While directed at political activities of employees and agents of an organisation rather than the activities of an organisation itself, the clause has similarities to a 2012 Queensland Health contracts clause which drew criticism from media and the legal profession, which stated,
“Where the Organisation receives 50 per cent or more of its total funding from Queensland Health and other Queensland Government agencies, the Organisation must not advocate for State or Federal legislative change.” At the time, a representative of then-Health Minister Lawrence Springborg explained that “We’re making it clear that we want to fund outcomes but not advocacy.”
This appears to be part of a general trend in recent years towards restricting the application of government funds to non-advocacy activities.
A number of organisations that did not receive funding in the latest federal Department of Social Services funding round argued that this was because they were involved in advocacy activities. Social Services Minister Scott Morrison explained in an ABC interview on 24 December 2014 that ‘these decisions related to funding advocacy services as opposed to front line support services in the community.’ The Minister also suggested that the Williams v Commonwealth (Williams No 2) High Court ruling in June 2014 meant that funding advocacy services was not within the Commonwealth’s Constitutional powers.

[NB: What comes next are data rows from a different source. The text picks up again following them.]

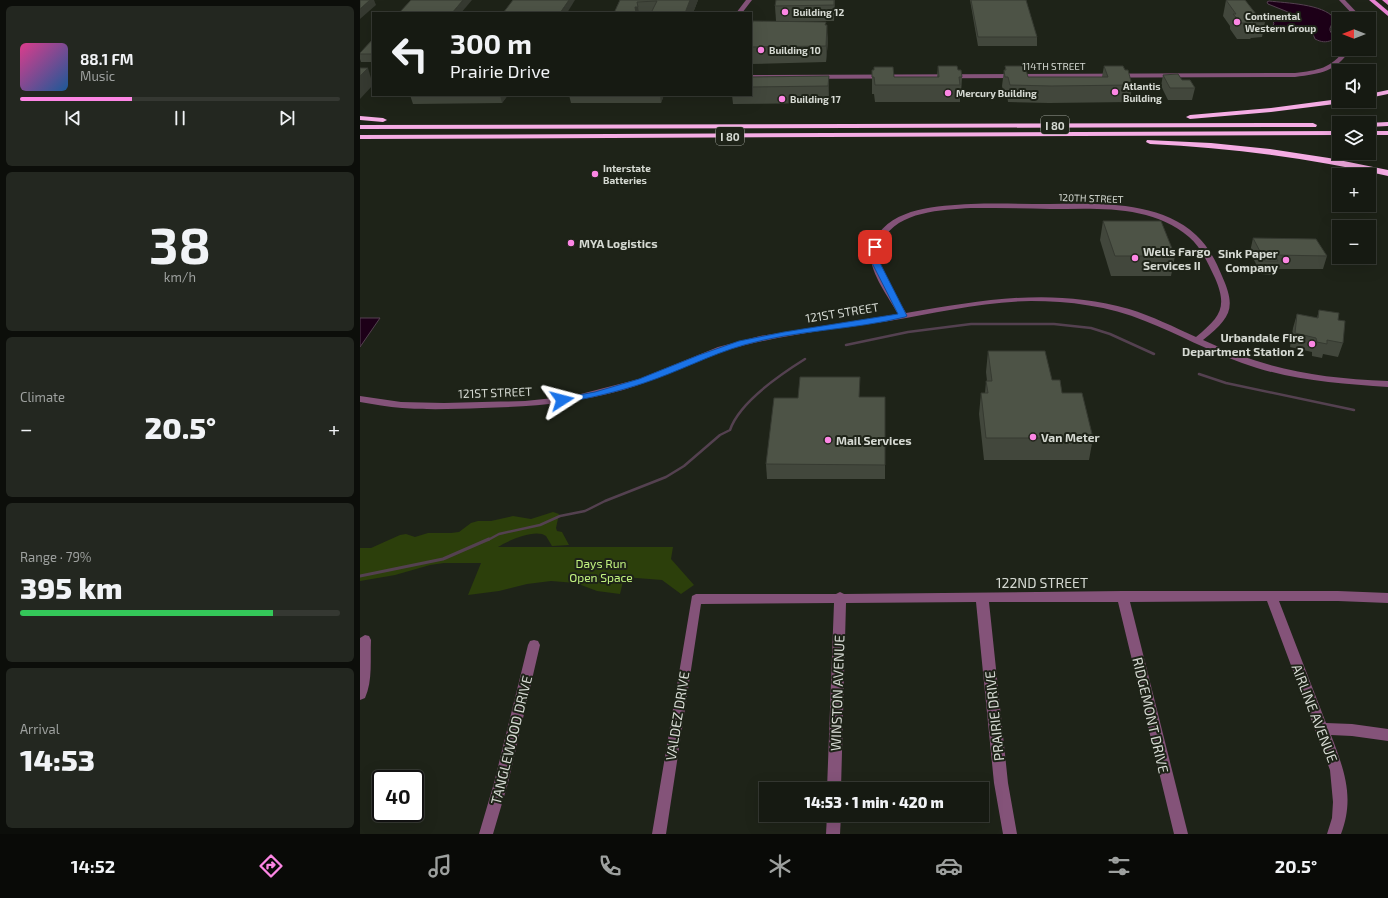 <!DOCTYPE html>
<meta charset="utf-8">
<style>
body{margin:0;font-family:"Exo 2",sans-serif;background:#232720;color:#f1f3f6;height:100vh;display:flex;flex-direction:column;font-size:15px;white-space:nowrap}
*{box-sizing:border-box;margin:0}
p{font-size:13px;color:#9ea19f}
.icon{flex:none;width:22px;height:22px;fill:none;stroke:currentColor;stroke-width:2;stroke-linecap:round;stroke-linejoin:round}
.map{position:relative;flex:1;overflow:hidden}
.details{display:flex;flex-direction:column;gap:6px;padding:6px;background:#0c0e0a;width:360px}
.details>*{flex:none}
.top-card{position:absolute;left:12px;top:12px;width:380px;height:84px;border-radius:0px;box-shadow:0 4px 16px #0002,0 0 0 1px #353832;background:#161a12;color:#f1f3f6;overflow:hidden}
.needle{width:26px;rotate:270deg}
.buttons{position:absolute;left:972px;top:12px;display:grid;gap:8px}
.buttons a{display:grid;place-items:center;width:44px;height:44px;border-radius:0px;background:#161a12;box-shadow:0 4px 16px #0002,0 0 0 1px #353832;font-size:20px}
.speed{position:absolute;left:12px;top:770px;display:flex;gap:8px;font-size:20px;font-weight:700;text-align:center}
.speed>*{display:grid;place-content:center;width:52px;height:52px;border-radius:50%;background:#161a12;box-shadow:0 4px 16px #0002,0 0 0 1px #353832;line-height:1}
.speed .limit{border:2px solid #111;border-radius:6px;background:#fff;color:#111}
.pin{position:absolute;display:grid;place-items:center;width:34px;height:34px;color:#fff;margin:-17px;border-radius:8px;box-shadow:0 2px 6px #0006}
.me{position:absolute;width:44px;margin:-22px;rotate:81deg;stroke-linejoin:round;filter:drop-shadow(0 0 3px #0008)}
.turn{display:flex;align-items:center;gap:14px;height:84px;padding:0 12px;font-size:18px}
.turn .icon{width:52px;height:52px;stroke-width:2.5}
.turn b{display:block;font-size:28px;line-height:34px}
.big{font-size:30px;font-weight:800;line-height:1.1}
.details .widget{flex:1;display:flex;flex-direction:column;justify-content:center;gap:6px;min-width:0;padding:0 14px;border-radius:6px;background:#232720}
.details .dial{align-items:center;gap:0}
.dial b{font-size:52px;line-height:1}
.song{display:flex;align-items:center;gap:12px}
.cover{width:48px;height:48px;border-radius:6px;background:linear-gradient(135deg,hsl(330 70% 55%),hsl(210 70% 35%))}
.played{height:4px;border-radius:2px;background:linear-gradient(90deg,#fc86e4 35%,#353832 35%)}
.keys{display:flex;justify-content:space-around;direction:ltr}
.heat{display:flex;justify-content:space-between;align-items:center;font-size:22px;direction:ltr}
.charge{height:6px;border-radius:3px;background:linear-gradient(90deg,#34c759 79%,#353832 0)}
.trip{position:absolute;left:399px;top:782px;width:230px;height:40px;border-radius:0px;background:#161a12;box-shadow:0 4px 16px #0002,0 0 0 1px #353832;font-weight:800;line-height:40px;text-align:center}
.menu{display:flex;height:64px;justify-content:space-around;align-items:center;background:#090a07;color:#9ea19f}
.menu .icon{width:28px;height:28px}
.menu .selected{color:#fc86e4}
.menu b{font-size:18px;color:#f1f3f6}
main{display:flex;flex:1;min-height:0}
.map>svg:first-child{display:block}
.green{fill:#2c3f0b}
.water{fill:#1d0018;stroke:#544150}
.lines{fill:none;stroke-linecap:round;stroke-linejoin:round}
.stream-far1{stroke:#544150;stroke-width:2.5}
.stream{stroke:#544150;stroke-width:3}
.minor{fill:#845379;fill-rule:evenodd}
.major{fill:#e783d2;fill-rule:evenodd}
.highway{fill:#f5ace4;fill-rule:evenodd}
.wall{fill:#42473c}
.shaded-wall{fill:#363a31}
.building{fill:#4d5346;stroke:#363a31}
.route{fill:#1a73e8;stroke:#114b97}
.poi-dot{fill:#fc86e4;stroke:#1e2318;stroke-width:1.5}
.labels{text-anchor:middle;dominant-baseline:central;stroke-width:4;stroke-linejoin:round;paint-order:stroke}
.far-poi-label{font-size:10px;font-weight:bold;fill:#d5d9d2;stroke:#1e2318;text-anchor:start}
.far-street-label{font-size:10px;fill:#d5d9d2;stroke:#1e2318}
.shield{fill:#1e2318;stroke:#9ea29a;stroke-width:1}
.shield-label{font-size:11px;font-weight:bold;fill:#d5d9d2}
.poi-label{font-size:12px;font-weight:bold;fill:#d5d9d2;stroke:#1e2318;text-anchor:start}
.street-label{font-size:12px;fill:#d5d9d2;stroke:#1e2318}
.park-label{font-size:12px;fill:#c1f27f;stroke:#1e2318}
.near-street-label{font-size:14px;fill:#d5d9d2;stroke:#1e2318}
</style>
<main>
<section class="details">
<div class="widget">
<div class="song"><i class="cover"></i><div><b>88.1 FM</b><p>Music</p></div></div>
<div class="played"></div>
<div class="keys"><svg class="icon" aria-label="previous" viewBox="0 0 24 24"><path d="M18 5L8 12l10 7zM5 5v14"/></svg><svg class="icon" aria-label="pause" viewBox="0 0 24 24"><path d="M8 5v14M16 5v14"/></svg><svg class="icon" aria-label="next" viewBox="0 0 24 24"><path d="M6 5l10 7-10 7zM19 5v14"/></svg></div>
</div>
<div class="widget dial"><b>38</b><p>km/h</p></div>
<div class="widget"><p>Climate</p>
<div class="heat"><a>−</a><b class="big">20.5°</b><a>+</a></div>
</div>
<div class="widget"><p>Range · 79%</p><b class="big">395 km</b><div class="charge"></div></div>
<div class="widget"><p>Arrival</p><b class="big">14:53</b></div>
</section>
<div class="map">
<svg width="1028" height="834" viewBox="0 0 1028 834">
<rect width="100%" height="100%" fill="#1e2318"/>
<path class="green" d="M193,512l6,2 -3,14 1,3 5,1 7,13 -17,1 -6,-10c-10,-8 -39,5 -48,11h175l-2,12 23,26 -13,9 -19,-14 -38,-3 -4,17 -23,-3 -21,-8 -25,-2 -24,3 -28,7 -31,4 13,-32h-37l-14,2 -35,10 -35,6v-33h11l29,-13 6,-1 9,3 13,-4h23l8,-1 12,-9 7,-2h13l22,-5 18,3z"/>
<g class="water">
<path d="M909,1c17,2 54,3 65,17 -1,8 -8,10 -1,17l-1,5c-6,3 -11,2 -17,-1l-2,-5 -9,-4 -19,2 -14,-3 -1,-1 4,-4 -1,-3 -15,-5 1,-1 29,3 3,-3 -3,-3 -20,-8 -1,-2z"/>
<polygon points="0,318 20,318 0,347"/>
</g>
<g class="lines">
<g class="stream-far1">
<polyline points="486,345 548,332 611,324 694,324 731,328 750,334 794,354"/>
<polyline points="839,374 866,383 994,410"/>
<path d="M128,540l11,-6 41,-9 20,-9 25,-5 20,-10 61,-24 18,-11 36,-31 10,-5c9,-27 51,-56 75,-71"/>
</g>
<polyline class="stream" points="0,576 83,559 129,539"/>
<g class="minor">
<polygon points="386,0 392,0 382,13 376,13"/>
<polygon points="979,0 985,0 1003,19 997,19"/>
<path d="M985,49h6c-17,24 -29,24 -56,28l-544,2v-4l544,-2c23,-3 36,-4 50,-24z"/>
<path d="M611,204c26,-1 53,0 79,0 48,0 108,-4 146,31 12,11 20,26 26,41 15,33 8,42 -19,64 65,30 115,38 185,41v6c-50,-3 -99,-7 -146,-24 -33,-12 -64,-29 -97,-42 -36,-15 -76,-20 -114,-20 -48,1 -96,12 -142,20 -54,8 -110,14 -162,29 -35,11 -68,30 -104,40 -47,13 -93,17 -141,18 -27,1 -54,2 -80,0 -14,-1 -28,-4 -42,-6v-6l41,6 43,1 81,-2 48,-5 66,-17 79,-32 42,-11 138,-22c-10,-18 -27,-39 -28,-61 0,-5 3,-9 5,-14 18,-32 63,-33 96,-35zM611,208c26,0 52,0 79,1 46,0 101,-5 139,28 13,11 19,27 26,41 13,30 5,39 -19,59 -22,-10 -44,-21 -67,-28 -79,-22 -144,-9 -223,4 -10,-18 -26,-38 -27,-58 -1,-6 1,-10 4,-15 15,-29 59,-30 88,-32z"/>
<path d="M763,591h215l50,2v10l-50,-2h-59l47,122 26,1 36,5v12l-36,-5 -21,-1c13,35 24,62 10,99h-14l5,-16 1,-16 -3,-32 -63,-169 -137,1 58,232h-14l-56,-232h-129l19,181 9,51h-14l-9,-51 -18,-181 -130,1 -5,186h-14l7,-186 -133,1 -35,230h-14l40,-238 4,-2h140l4,-2 4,2z"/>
<path d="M5,635l4,1 2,4c-1,18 2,41 -6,58l-5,2v-62z"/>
<polygon points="174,640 178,641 180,645 148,783 133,834 119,834 134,783 168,645 170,641"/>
<polygon points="467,815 481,815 480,834 466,834"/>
</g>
<g class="major">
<polygon points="1009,0 1015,0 1028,11 1028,16"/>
<polygon points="1022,0 1028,0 1028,5"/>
</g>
<g class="highway">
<polygon points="1028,90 1028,94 1009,98 1009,94"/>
<polygon points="979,99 979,101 984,101 983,103 911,112 830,119 826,117 830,115 911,108"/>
<polygon points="0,116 23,118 27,120 23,122 0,120"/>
<polygon points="1028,122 1028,126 1009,127 1009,123 1007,123"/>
<polygon points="953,123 957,125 956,127 0,129 0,125"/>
<polygon points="979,131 979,135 0,139 0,135"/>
<rect x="1009" y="131" width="19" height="4"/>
<path d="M787,140l64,3 59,6 59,9 59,12v6c-79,-18 -157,-28 -238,-32l-4,-2z"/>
</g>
</g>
<g class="wall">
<polygon points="260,0 338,0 333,13 254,13"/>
<polygon points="475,0 474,21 416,21 415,6"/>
<polygon points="610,0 666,0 677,37 677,46 618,46"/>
<polygon points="866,0 885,0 896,14 905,22 902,37 891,38 890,39 877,39 870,29 870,26 863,16"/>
<polygon points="466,25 468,41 466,62 391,64 391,26"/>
<polygon points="13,39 13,62 1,62 0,59 0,53"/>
<polygon points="578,66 598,70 602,77 601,94 600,94 600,102 515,102 514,94 512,94 512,70 534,77 577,77"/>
<polygon points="645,66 668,77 742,77 744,66 772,85 770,102 689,103 648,102 647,94 644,94 642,86 644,70 645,70"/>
<polygon points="803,75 822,80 835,88 832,100 808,100 801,86"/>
<polygon points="469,76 469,103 373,104 372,95 391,95 391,77"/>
<polygon points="50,95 148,95 142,103 53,104"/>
<polygon points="209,95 304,95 301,103 211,103"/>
<polygon points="743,221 815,256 811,276 751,276 740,240"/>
<polygon points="893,238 967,256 963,269 916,269 914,275 901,274 890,252"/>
<polygon points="959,310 978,320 983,343 978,357 963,354 962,358 952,356 952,352 930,347 933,328 937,314 957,318"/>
<polygon points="628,351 692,380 702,393 733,438 729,460 624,460 619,414 621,393 625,393 626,381 627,381 626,372"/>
<polygon points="500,397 525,397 525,479 407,479 406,464 438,398"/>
</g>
<g class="shaded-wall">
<polygon points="10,0 14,0 16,5 0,19 0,9"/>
<polygon points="103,0 112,0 101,13 92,13"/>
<polygon points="209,0 215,0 207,13 200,13"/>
<polygon points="330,0 338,0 333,13 325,13"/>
<polygon points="474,0 475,0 474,21"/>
<polygon points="275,7 278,7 279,13 276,13"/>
<polygon points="467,25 468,41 466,62 466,46"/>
<polygon points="8,68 13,85 0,99 0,76"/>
<polygon points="469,76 469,103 468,86"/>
<polygon points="140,95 148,95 142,103"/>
<polygon points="300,95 304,95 301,103"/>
</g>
<g class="building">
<polygon points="0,0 10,0 0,9"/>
<polygon points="51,0 103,0 92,13 39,13"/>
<polygon points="153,0 209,0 200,13 143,13"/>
<polygon points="260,0 330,0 325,13 291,13 297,1 277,2 278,7 275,7 276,13 254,13"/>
<polygon points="416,0 474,0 474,5 415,6"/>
<polygon points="611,0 666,0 677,37 618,37"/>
<polygon points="866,0 885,0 896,14 900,15 905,22 893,22 894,23 881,23 873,14 876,14"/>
<polygon points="393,21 466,22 465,25 467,25 466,46 391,47 391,26 392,26"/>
<polygon points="13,39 13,54 0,54 0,53"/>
<polygon points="578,66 597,66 598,70 601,70 602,77 599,77 600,85 515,85 514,77 512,77 512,70 514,70 514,67 533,67 534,77 579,77"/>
<polygon points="645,66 665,66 668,77 748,77 744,66 763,66 765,70 768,70 772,85 691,86 650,85 648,77 645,77 644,70 646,70"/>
<polygon points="0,68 8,68 0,76"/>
<polygon points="818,74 822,80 830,80 835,88 810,88 803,75"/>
<polygon points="469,76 468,86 391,87 391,77"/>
<polygon points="743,221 801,221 815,256 755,256"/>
<polygon points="893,238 956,239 967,256 915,255 918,261 905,261"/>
<polygon points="959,310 979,313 978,320 985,321 983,343 967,340 967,344 957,342 956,338 935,333 937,314 958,318"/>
<polygon points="628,351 685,351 692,380 700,380 702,393 722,393 733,438 626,438 621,393 628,393 626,381 632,381"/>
<polygon points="440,377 500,377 499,397 525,397 525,465 406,464 414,398 438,398"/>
</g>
<path class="route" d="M515,245l3,2 1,14 28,55 -2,1c-52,13 -109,13 -161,28 -35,10 -66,27 -100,38 -27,9 -54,15 -82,20l-5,-3 5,-2 33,-6 44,-13 60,-24 40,-14 45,-9 114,-18 -27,-53v-14z"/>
<g class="poi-dot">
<circle cx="425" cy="12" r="4"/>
<circle cx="877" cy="22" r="4"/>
<circle cx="401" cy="50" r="4"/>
<circle cx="755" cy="92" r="4"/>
<circle cx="588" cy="93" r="4"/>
<circle cx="422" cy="99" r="4"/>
<circle cx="235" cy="174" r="4"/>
<circle cx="211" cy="243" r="4"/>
<circle cx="775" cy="258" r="4"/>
<circle cx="926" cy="260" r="4"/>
<circle cx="952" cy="344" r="4"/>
<circle cx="673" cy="437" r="4"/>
<circle cx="468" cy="440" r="4"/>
</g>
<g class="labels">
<g class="far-poi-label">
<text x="433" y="12">Building 12</text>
<text x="885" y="16">Continental<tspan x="885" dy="12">Western Group</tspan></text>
<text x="409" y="50">Building 10</text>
<text x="763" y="86">Atlantis<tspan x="763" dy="12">Building</tspan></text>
<text x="596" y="93">Mercury Building</text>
<text x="430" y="99">Building 17</text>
<text x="243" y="168">Interstate<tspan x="243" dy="12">Batteries</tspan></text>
</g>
<g class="far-street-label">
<text x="694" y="66">114TH STREET</text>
<text transform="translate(731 198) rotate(2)">120TH STREET</text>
</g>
<g class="shield">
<rect x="681" y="116" width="28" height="18" rx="3"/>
<rect x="356" y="127" width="28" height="18" rx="3"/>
</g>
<g class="shield-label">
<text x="695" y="125">I 80</text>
<text x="370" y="136">I 80</text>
</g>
<g class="poi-label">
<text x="219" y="243">MYA Logistics</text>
<text x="783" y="251">Wells Fargo<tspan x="783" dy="14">Services II</tspan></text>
<text x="918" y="253" text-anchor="end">Sink Paper<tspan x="918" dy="14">Company</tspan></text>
<text x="944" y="337" text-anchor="end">Urbandale Fire<tspan x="944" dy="14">Department Station 2</tspan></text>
<text x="681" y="437">Van Meter</text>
<text x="476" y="440">Mail Services</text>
</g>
<g class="street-label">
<text transform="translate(482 312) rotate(-9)">121ST STREET</text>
<text transform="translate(135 392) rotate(-2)">121ST STREET</text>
</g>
<g class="park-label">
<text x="241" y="563">Days Run<tspan x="241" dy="14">Open Space</tspan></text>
</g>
<g class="near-street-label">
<text x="682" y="582">122ND STREET</text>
<text transform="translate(477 693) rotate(-88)">WINSTON AVENUE</text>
<text transform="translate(955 713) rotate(69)">AIRLINE AVENUE</text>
<text transform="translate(791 715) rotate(77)">RIDGEMONT DRIVE</text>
<text transform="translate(317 716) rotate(-81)">VALDEZ DRIVE</text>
<text transform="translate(634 716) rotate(-96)">PRAIRIE DRIVE</text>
<text transform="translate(151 740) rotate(-76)">TANGLEWOOD DRIVE</text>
</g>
</g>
</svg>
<div class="buttons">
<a><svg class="needle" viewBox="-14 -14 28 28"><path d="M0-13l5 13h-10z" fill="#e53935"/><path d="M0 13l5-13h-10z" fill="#9ea19f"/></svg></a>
<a><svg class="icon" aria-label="sound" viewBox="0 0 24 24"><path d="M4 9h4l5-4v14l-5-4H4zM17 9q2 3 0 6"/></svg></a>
<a><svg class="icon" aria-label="layers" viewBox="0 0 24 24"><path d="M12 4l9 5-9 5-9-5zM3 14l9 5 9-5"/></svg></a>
<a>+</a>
<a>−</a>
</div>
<div class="speed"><div class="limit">40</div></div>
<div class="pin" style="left:515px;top:247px;background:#d93025"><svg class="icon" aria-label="arrive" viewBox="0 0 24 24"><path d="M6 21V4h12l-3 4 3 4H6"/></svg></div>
<svg class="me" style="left:202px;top:400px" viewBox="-20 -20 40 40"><path d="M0-17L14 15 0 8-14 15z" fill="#1a73e8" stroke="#fff" stroke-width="4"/></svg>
<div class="trip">14:53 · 1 min · 420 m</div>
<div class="top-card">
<div class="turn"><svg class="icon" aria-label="left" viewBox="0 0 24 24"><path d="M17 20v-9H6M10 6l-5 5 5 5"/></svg><div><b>300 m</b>Prairie Drive</div></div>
</div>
</div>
</main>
<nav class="menu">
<b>14:52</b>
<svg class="icon selected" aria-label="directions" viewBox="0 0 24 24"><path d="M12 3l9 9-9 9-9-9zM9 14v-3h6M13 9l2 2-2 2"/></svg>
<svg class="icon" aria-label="music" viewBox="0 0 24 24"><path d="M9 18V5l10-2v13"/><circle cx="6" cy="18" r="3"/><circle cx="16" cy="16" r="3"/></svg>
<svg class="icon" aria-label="phone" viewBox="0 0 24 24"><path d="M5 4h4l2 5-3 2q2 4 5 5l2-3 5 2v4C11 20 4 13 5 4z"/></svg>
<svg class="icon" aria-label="climate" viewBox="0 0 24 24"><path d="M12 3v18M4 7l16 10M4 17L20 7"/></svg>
<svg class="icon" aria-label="car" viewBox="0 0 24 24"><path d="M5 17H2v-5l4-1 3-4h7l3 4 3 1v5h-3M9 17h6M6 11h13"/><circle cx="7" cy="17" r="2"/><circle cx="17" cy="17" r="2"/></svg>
<svg class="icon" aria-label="filters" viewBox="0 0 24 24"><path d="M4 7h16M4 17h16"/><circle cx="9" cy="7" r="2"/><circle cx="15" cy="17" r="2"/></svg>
<b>20.5°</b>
</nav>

Earlier in 2014, updated federal funding agreements for community legal centres specified that funding is not to be used for advocacy or law reform activities. In November 2014, the Queensland Attorney-General introduced a Bill that would have removed ‘advancement of law reform’ as a permissible purpose for grants from the government fund which is a major source of funding for community legal centres. The Bill has lapsed due to the calling of the State Election.
Snippets:
- The Senate Community Affairs References Committee is conducting an inquiry into the adequacy of residential care arrangements for young people with disabilities, and is accepting submissions until 6 February 2015.
- Not-for-profit companies with very large membership may like to take note of the Corporations Legislation Amendment (Deregulatory and Other Measures) Bill 2014, currently in the Senate. If passed, it will remove the ability of 100 members to call general meetings where they represent less than 5% of possible votes. In its submission on the Draft Report of the national Competition Policy Review, the ACNC asked the Review Panel to consider the issue of inconsistent NFP fundraising regulation, and argued that special treatment for NFPs in funding government human services delivery is not anti-competitive due to their special value proposition.
DISCLAIMER: This update contains general information only. The information is not all inclusive and should not be considered to be legal advice. You should always obtain legal advice for your specific circumstances before relying on general information.